Work required:
When the line containing "g.setLineDash([]);" appears in the entries below, begin printing there and stop after the line containing "if (halo) g.strokeText(text, 0, 0);"; print each of those lines exactly and no other line.

Supplied records:

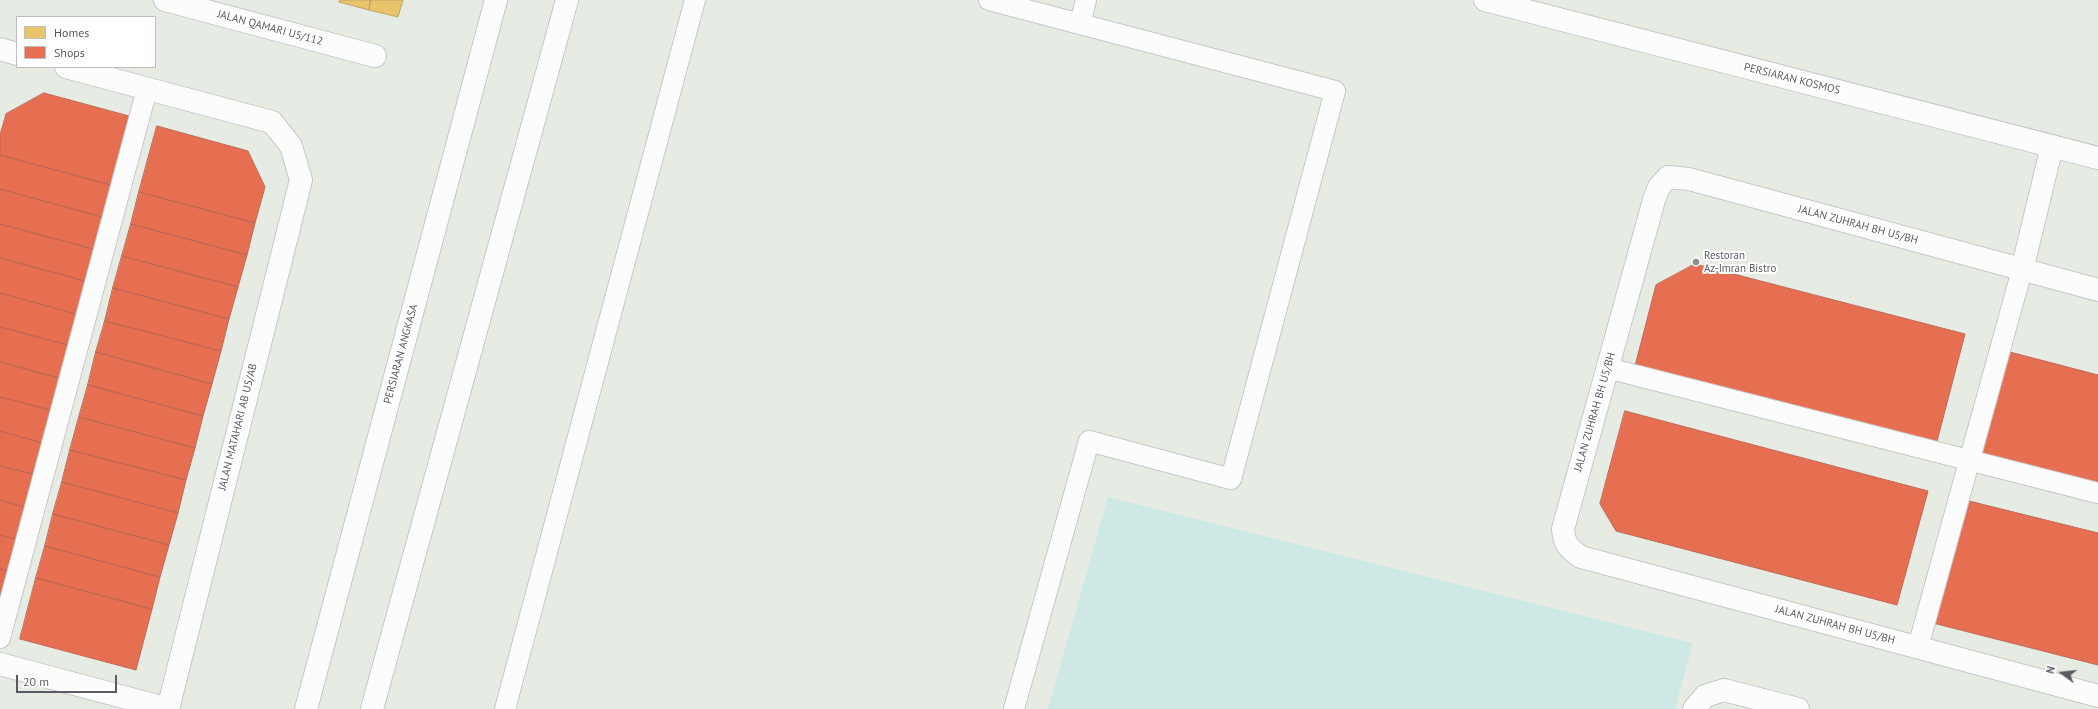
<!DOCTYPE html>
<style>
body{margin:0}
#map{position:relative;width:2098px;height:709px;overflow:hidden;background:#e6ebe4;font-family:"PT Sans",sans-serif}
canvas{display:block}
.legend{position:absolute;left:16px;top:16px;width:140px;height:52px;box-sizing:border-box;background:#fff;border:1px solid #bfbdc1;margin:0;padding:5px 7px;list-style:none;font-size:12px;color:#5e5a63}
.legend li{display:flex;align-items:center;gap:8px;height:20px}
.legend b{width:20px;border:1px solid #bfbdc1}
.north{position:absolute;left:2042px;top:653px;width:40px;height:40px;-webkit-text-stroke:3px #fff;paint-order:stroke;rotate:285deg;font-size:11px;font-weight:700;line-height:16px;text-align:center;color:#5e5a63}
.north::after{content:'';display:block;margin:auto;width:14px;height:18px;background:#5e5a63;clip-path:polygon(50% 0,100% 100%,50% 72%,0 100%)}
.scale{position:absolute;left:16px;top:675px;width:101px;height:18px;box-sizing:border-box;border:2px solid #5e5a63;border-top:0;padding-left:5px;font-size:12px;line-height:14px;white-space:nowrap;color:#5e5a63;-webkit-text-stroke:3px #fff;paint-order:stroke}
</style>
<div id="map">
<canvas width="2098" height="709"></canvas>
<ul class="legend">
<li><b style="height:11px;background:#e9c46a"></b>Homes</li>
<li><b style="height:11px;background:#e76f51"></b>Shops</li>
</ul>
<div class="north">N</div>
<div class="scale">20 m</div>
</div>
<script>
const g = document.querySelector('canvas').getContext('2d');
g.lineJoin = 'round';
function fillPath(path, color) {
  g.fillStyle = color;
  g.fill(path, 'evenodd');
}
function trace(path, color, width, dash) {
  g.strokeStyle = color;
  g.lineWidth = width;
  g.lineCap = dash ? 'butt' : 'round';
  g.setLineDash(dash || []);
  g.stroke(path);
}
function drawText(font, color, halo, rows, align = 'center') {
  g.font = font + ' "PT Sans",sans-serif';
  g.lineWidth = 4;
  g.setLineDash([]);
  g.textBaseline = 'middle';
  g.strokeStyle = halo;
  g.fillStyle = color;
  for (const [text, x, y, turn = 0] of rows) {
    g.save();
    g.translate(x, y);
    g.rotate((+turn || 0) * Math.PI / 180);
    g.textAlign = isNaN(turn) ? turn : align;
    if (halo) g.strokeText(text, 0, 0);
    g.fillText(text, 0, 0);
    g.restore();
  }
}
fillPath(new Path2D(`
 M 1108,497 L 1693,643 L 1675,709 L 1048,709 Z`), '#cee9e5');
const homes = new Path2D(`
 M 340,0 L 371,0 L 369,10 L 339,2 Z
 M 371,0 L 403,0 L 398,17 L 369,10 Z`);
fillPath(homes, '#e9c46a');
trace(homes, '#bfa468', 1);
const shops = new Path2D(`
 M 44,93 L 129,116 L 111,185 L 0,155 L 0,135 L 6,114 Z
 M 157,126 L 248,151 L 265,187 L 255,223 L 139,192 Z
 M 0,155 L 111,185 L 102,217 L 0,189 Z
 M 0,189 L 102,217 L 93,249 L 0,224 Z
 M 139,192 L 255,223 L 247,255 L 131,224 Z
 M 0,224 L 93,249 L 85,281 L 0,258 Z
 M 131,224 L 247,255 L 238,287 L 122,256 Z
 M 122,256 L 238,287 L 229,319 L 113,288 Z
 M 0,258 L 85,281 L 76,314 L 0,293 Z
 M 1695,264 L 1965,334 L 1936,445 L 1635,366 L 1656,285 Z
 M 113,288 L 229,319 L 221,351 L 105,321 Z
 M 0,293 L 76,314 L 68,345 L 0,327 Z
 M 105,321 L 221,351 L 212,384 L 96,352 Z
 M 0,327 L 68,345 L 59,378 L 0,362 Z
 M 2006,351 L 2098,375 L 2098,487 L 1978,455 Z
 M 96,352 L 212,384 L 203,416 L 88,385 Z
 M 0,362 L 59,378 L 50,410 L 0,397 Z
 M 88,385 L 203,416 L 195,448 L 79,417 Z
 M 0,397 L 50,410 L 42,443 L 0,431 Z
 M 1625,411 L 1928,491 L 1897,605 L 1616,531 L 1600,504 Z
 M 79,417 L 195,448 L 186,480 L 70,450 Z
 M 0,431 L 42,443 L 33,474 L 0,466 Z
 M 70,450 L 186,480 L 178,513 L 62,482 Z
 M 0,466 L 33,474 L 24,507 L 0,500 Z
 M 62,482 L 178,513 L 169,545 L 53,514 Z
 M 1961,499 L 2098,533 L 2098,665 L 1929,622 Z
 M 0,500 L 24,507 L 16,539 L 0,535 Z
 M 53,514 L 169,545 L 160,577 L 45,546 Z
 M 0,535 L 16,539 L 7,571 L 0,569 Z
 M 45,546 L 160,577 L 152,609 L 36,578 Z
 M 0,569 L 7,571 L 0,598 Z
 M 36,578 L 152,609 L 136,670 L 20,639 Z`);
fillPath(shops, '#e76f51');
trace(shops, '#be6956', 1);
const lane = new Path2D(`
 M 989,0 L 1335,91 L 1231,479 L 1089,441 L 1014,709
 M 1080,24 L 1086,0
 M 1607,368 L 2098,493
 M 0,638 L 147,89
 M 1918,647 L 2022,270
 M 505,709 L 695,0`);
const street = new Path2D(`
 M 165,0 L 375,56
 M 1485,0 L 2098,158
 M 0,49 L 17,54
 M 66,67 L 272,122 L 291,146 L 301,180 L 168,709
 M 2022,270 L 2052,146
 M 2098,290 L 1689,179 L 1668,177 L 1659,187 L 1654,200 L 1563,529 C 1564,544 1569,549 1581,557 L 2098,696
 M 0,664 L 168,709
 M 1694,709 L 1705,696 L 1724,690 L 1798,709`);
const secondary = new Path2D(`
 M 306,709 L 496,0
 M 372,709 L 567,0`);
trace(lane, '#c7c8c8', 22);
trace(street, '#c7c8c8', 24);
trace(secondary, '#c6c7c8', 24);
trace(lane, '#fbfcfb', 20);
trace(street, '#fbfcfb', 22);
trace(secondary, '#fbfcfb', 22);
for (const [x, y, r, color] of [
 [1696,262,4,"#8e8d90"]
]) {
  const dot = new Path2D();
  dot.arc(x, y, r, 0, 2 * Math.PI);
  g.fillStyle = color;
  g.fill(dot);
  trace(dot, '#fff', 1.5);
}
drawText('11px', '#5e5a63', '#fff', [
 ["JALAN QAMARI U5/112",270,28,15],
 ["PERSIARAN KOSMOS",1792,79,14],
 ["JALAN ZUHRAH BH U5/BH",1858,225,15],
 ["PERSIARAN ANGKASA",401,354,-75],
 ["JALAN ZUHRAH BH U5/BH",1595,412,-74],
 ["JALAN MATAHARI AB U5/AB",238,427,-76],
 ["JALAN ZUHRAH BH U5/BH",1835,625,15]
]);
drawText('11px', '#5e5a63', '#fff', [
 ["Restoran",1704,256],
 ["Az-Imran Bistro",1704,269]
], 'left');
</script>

Written reply:
  g.setLineDash([]);
  g.textBaseline = 'middle';
  g.strokeStyle = halo;
  g.fillStyle = color;
  for (const [text, x, y, turn = 0] of rows) {
    g.save();
    g.translate(x, y);
    g.rotate((+turn || 0) * Math.PI / 180);
    g.textAlign = isNaN(turn) ? turn : align;
    if (halo) g.strokeText(text, 0, 0);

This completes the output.